WORK INSTRUCTIONS - Repeat each entry as written, dropping any picture you find.

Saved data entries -
Segment Open

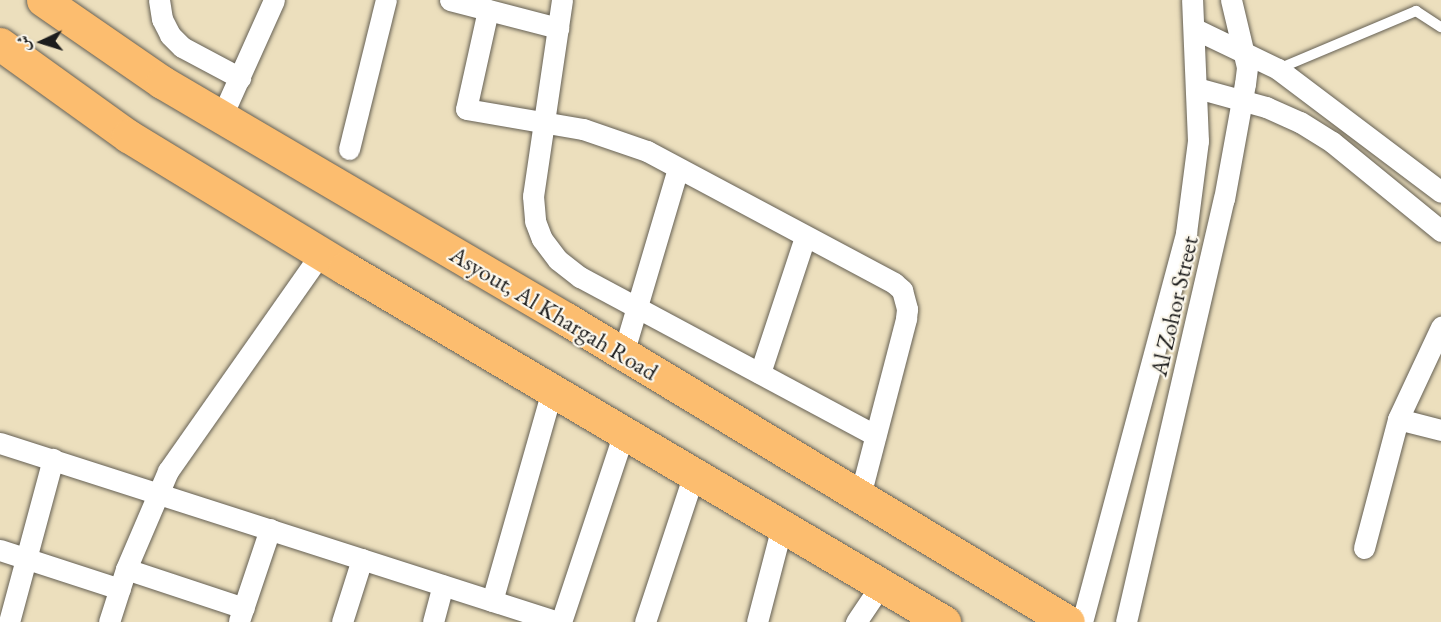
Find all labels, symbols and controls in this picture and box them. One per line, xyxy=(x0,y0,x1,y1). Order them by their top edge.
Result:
north arrow xyxy=(12,12,72,72)
text: ش xyxy=(13,35,35,52)
street label: Al Zohor Street xyxy=(1144,233,1204,379)
street label: Asyout, Al Khargah Road xyxy=(445,240,663,386)

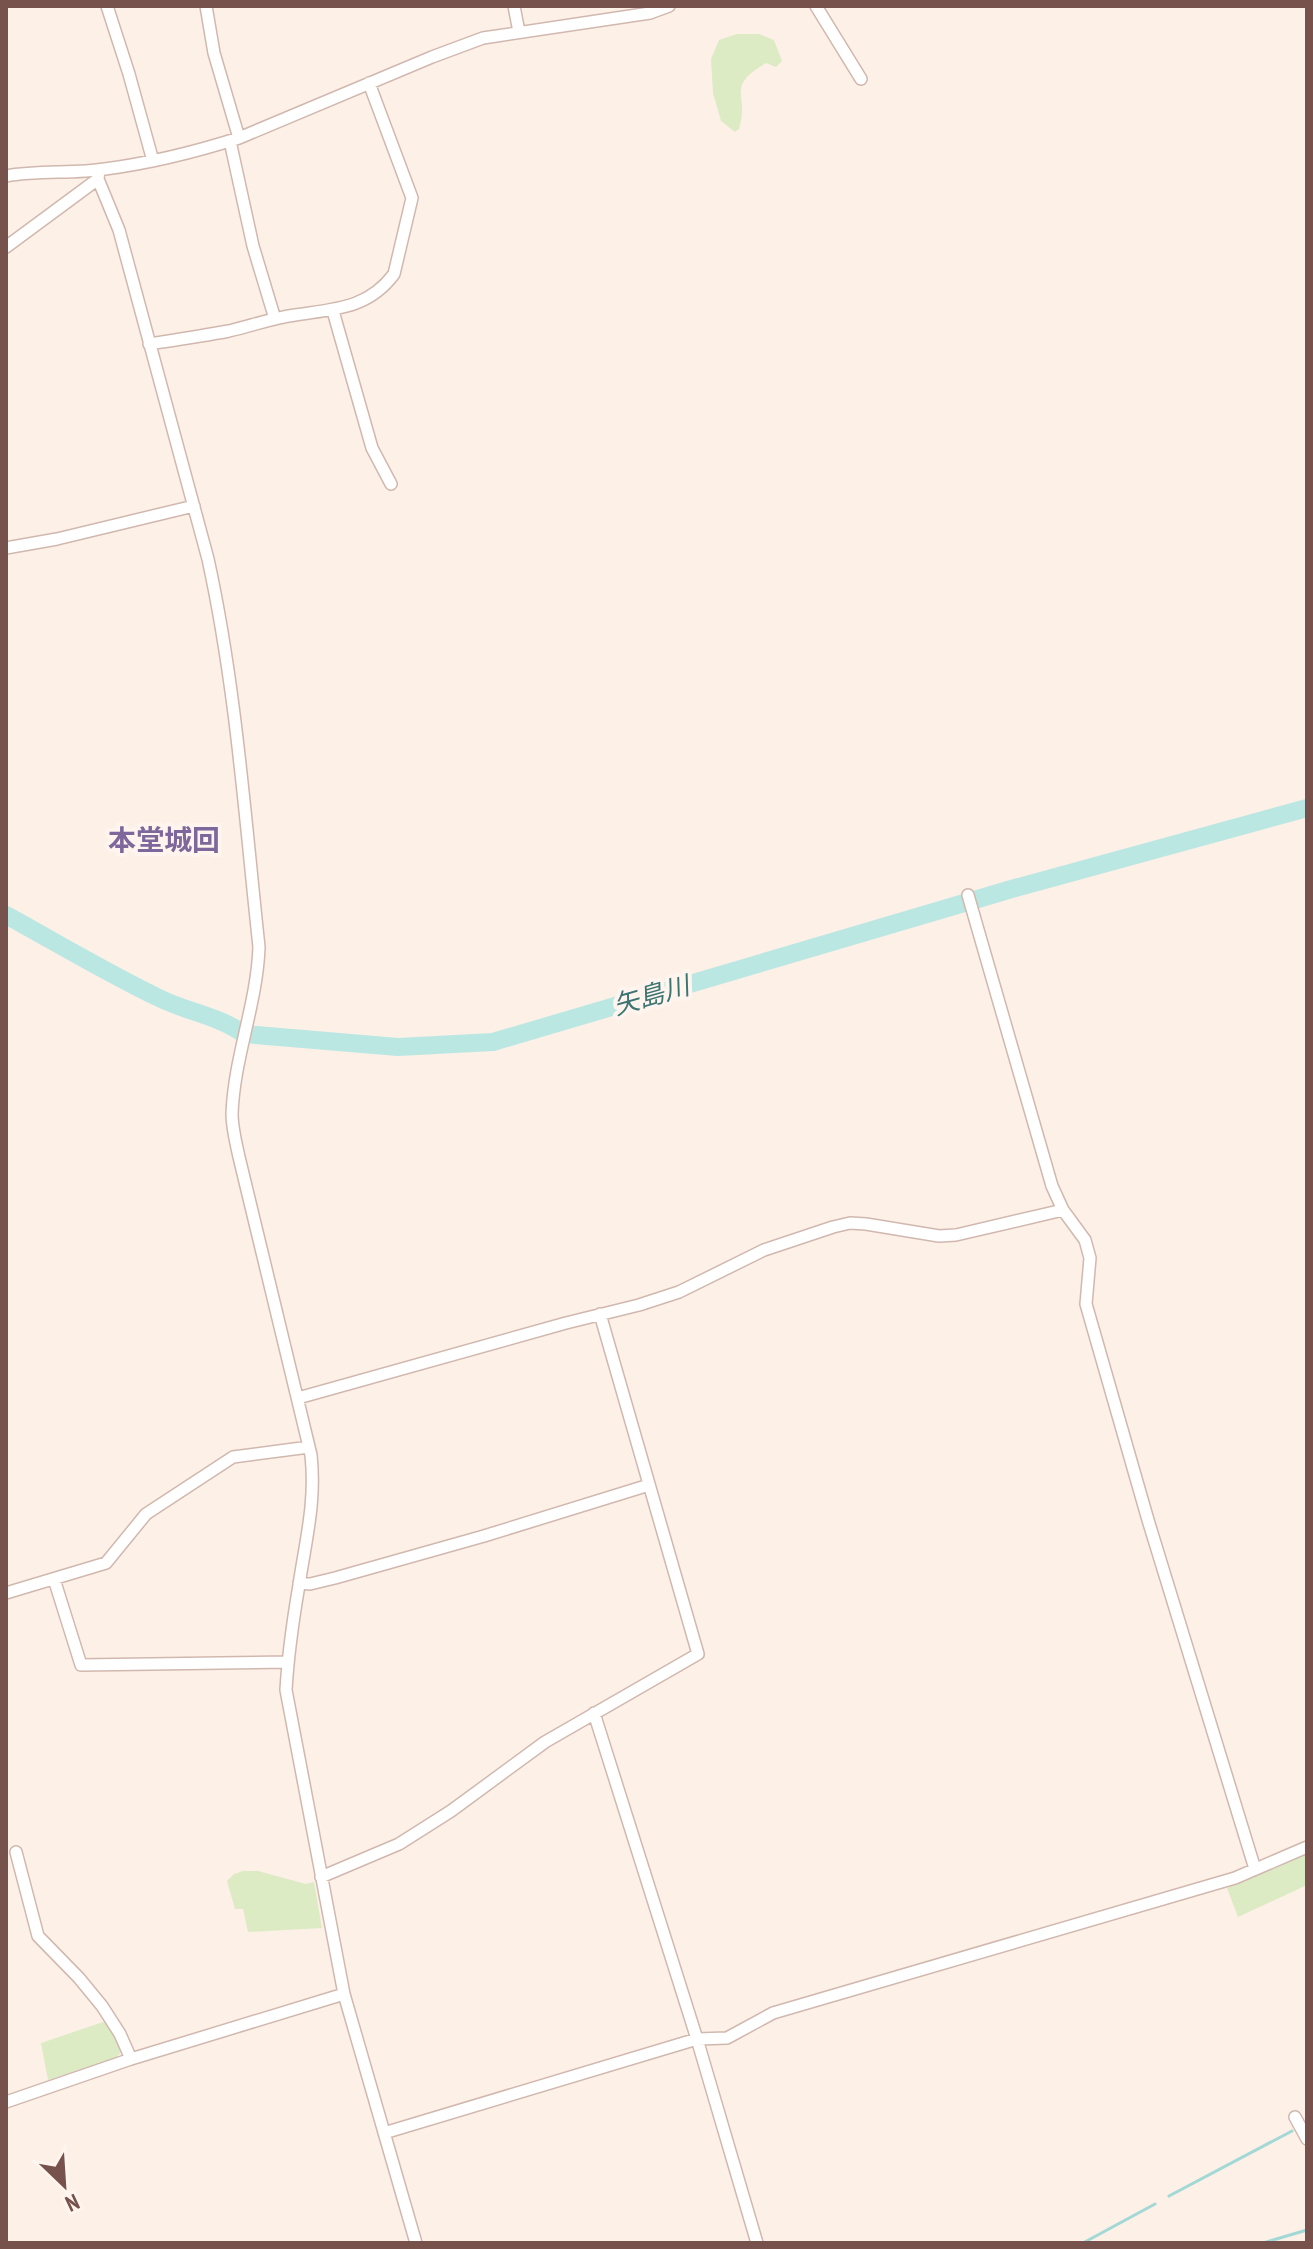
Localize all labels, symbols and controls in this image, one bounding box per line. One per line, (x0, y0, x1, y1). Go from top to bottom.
district label: 本堂城回 (108, 821, 220, 858)
water label: 矢島川 (609, 968, 696, 1022)
north arrow (24, 2145, 104, 2225)
text: N (61, 2188, 84, 2218)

Segment Closed

SOLUTION TO THE EXERCISE -
Find all labels, symbols and controls in this picture and box them. One per line, xyxy=(x0,y0,x1,y1). Order them by their top edge.
Result:
north arrow xyxy=(12,12,72,72)
text: ش xyxy=(13,35,35,52)
street label: Al Zohor Street xyxy=(1144,233,1204,379)
street label: Asyout, Al Khargah Road xyxy=(445,240,663,386)

Localize all labels, symbols and controls in this image, one bounding box per line. One per line, (x0, y0, x1, y1). Go from top to bottom.
district label: 本堂城回 (108, 821, 220, 858)
water label: 矢島川 (609, 968, 696, 1022)
north arrow (24, 2145, 104, 2225)
text: N (61, 2188, 84, 2218)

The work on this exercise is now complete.